Mourad Belhaj
08 Octobre 2019•Mise à jour: 09 Octobre 2019
AA / Londres (Royaume Uni)
Au terme d’un entretien téléphonique entre le premier ministre britannique, Boris Johnson, et la Chancelière allemande, Angela Merkel, une source de Downing Street a déclaré qu’arriver à un accord sur la sortie du Royaume-Uni de l’Union Européenne (Brexit), s’avère "pratiquement impossible".
La BBC a rapporté, mardi, citant une source auprès du cabinet du premier ministre (sans la nommer), que Merkel a expliqué qu’un accord dans les termes proposés par Londres est "extrêmement improbable".
Boris Johnson avait, auparavant, fait part à la chancelière allemande des propositions qu’il avait soumises à l’Union Européenne.
La même source a indiqué que Merkel a signifié à son interlocuteur que l’accord ne serait possible que si l’Irlande du Nord demeurait partie prenante à l’Union douanière (de l’UE).
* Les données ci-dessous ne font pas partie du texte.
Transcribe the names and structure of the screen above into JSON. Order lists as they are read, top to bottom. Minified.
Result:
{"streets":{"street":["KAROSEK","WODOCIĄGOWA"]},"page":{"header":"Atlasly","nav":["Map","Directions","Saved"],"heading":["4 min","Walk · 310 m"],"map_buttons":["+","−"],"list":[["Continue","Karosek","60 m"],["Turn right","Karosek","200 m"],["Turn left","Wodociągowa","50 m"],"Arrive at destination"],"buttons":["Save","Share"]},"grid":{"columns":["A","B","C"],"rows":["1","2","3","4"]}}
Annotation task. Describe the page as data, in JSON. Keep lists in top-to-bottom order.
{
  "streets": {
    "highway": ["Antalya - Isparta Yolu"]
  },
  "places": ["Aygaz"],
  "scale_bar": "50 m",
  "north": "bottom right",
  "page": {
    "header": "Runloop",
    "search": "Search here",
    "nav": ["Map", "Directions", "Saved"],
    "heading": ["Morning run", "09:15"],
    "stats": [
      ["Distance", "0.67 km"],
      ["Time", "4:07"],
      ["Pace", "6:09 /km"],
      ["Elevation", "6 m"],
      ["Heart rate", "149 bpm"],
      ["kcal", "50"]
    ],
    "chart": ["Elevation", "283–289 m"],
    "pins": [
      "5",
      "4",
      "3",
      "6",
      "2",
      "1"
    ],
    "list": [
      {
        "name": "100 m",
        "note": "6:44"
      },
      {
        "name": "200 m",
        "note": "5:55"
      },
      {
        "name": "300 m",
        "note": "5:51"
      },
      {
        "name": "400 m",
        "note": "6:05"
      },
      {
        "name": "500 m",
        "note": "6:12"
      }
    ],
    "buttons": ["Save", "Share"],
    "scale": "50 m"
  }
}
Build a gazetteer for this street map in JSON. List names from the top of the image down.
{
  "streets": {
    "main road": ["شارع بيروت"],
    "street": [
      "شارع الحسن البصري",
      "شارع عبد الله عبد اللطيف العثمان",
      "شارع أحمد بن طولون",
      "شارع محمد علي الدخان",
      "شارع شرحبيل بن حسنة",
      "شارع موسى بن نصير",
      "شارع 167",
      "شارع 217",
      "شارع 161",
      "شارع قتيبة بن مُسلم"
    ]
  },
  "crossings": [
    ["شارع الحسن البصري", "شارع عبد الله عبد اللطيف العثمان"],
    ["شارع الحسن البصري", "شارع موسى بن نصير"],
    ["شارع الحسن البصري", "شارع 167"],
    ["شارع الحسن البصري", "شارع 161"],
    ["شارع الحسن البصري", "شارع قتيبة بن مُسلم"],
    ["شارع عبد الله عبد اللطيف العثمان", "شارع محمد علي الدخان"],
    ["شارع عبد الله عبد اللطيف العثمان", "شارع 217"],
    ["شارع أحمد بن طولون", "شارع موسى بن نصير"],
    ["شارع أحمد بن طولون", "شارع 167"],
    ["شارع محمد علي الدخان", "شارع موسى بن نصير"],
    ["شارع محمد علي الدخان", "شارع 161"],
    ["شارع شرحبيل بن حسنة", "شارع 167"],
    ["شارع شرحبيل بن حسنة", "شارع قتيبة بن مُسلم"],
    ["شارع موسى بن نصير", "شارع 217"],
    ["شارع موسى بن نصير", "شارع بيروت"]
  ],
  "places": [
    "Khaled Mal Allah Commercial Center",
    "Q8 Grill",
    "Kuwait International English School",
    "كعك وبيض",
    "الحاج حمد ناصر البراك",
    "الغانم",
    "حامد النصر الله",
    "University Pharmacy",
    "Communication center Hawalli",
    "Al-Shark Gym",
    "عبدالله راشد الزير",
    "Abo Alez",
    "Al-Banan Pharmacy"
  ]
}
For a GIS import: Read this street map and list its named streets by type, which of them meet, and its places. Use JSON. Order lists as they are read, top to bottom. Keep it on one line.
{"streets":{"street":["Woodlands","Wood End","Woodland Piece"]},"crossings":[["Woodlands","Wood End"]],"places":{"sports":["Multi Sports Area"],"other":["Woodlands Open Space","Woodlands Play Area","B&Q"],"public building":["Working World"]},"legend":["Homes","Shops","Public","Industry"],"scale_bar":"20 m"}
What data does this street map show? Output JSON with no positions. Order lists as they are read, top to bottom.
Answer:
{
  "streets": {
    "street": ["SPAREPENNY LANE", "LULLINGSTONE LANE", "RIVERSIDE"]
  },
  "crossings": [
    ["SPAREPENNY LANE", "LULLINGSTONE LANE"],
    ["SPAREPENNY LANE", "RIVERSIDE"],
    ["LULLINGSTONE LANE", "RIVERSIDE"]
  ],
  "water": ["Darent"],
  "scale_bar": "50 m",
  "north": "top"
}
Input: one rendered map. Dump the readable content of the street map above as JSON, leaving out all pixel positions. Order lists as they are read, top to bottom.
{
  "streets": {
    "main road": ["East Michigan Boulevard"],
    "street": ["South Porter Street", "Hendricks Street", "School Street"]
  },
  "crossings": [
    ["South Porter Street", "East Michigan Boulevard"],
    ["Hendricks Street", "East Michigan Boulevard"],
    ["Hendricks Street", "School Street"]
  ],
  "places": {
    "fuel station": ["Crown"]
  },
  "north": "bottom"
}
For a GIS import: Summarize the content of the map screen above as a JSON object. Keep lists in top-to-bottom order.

L’Union Européenne avait annoncé, dans un communiqué publié jeudi dernier, son refus des propositions du premier ministre britannique concernant le Brexit, affirmant qu’elles ne pouvaient représenter une base pour un accord entre les deux parties.
Le plan de Johnson propose la sortie de l’Irlande du Nord de l’Union douanière européenne, à l’instar du reste du Royaume Uni, mais concède que les lois européennes continueront à s’appliquer en matière de circulation de biens, notamment agroalimentaires, avec la création d'une "zone de régulation" en Irlande du Nord, à condition que le parlement et l’exécutif irlandais y consentent.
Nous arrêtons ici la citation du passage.